RECORDED INFORMATION:

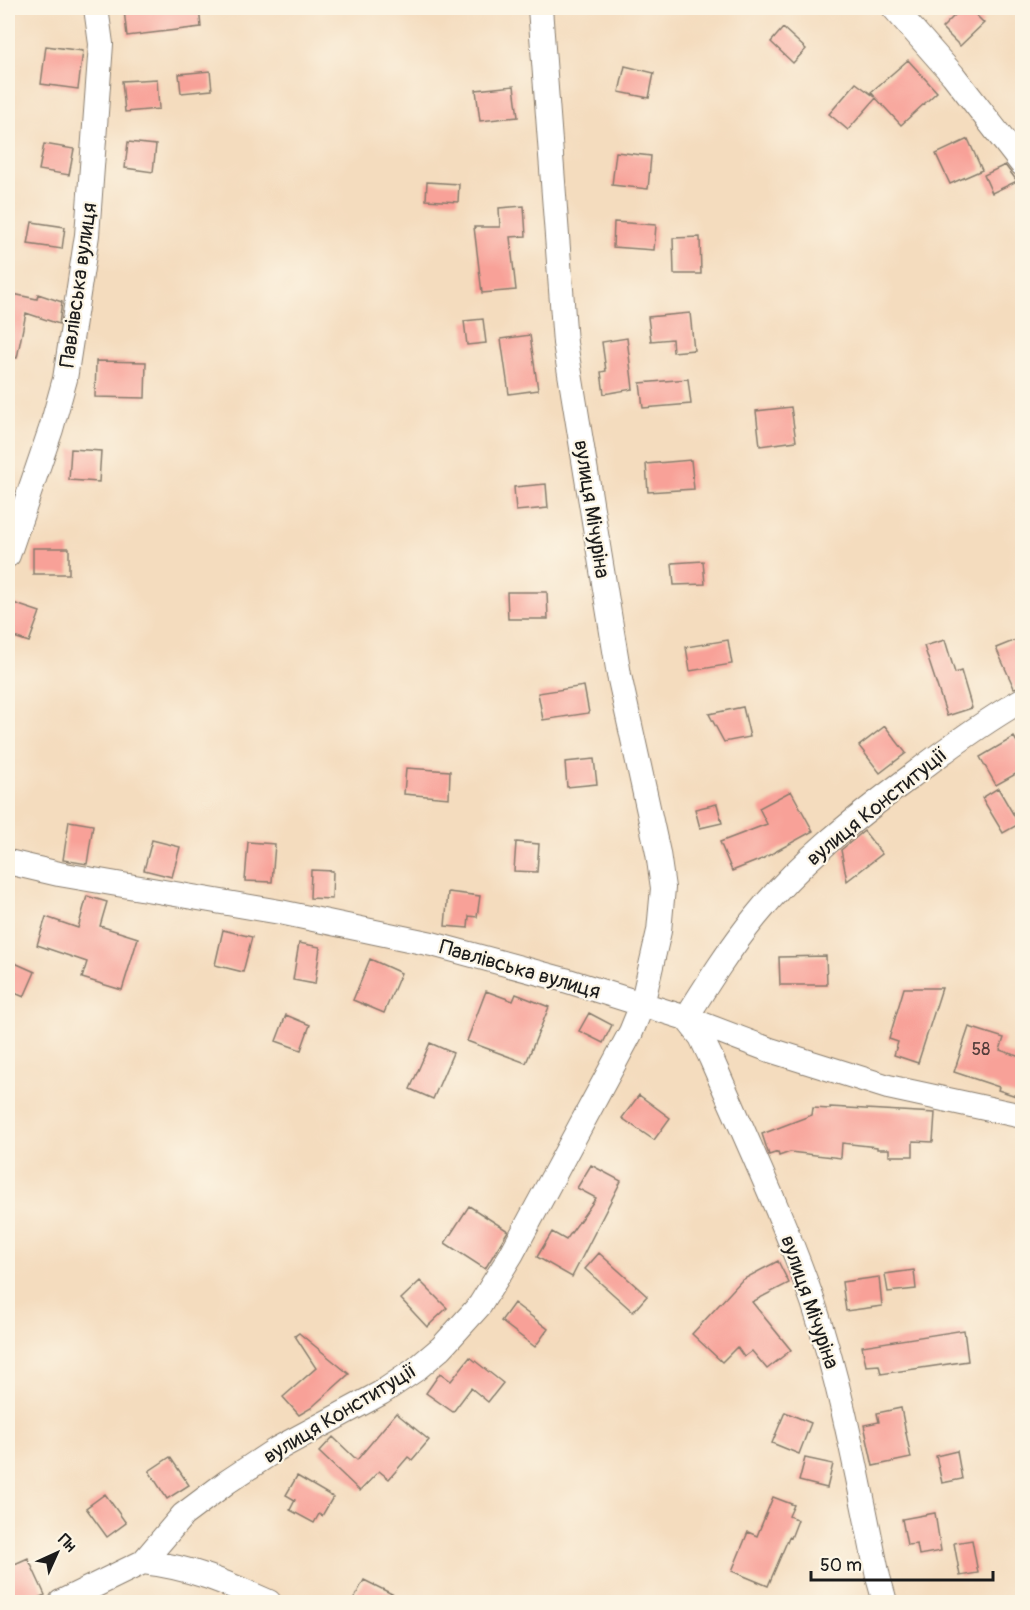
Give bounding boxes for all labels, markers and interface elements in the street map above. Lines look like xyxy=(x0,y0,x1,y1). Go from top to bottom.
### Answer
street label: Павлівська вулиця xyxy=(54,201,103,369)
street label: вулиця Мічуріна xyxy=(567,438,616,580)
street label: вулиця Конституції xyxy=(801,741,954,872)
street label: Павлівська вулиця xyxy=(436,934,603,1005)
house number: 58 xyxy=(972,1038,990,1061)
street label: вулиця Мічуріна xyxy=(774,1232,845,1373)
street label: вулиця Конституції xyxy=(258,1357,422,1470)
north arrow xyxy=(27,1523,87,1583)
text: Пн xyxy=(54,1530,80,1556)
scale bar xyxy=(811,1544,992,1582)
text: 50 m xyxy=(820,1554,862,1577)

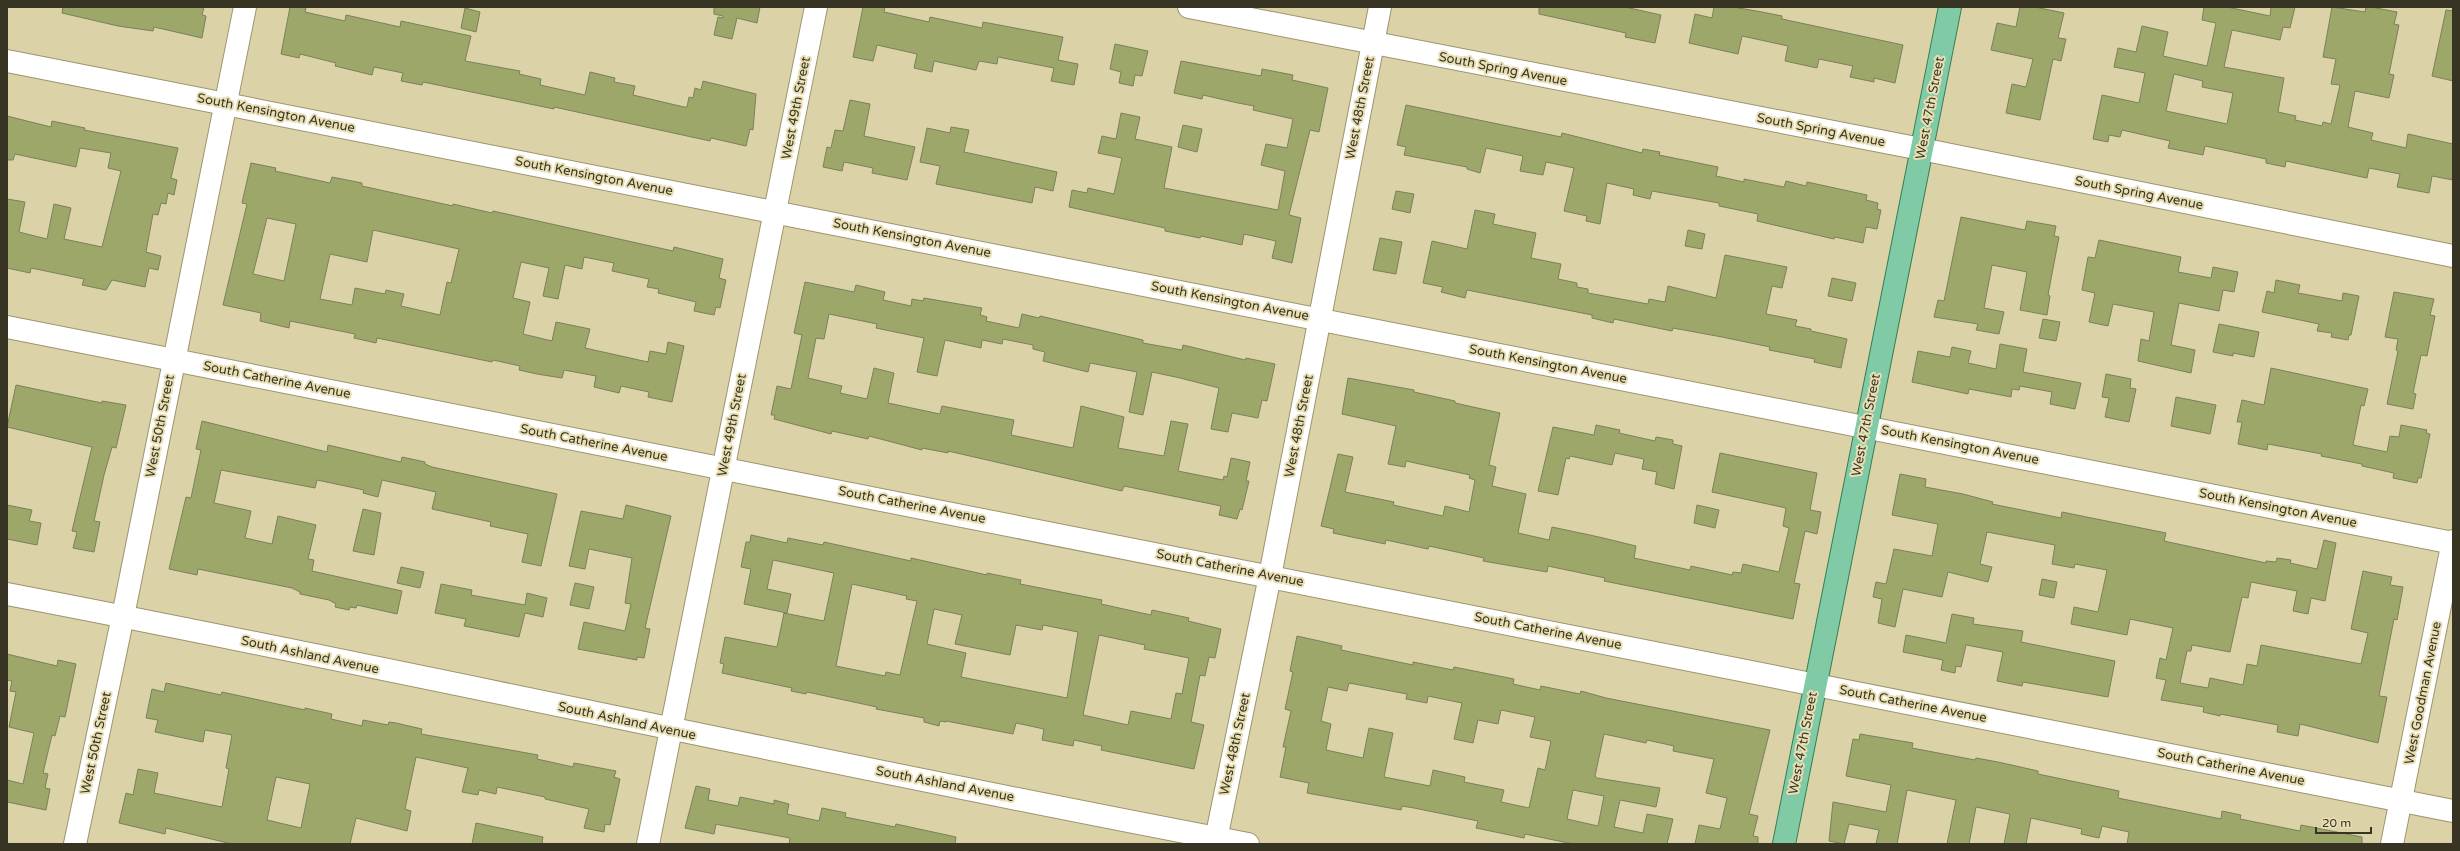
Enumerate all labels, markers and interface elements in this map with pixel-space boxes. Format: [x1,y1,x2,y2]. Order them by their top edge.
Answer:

ACTIVITY:
Word for word, restate the line that contains "Enumerate all labels, markers" and each line after it, up to and including the last line of the listing; include nothing else.

WORKED SOLUTION:
Enumerate all labels, markers and interface elements in this map with pixel-space boxes. Format: [x1,y1,x2,y2]. Order them by their top edge.
Answer:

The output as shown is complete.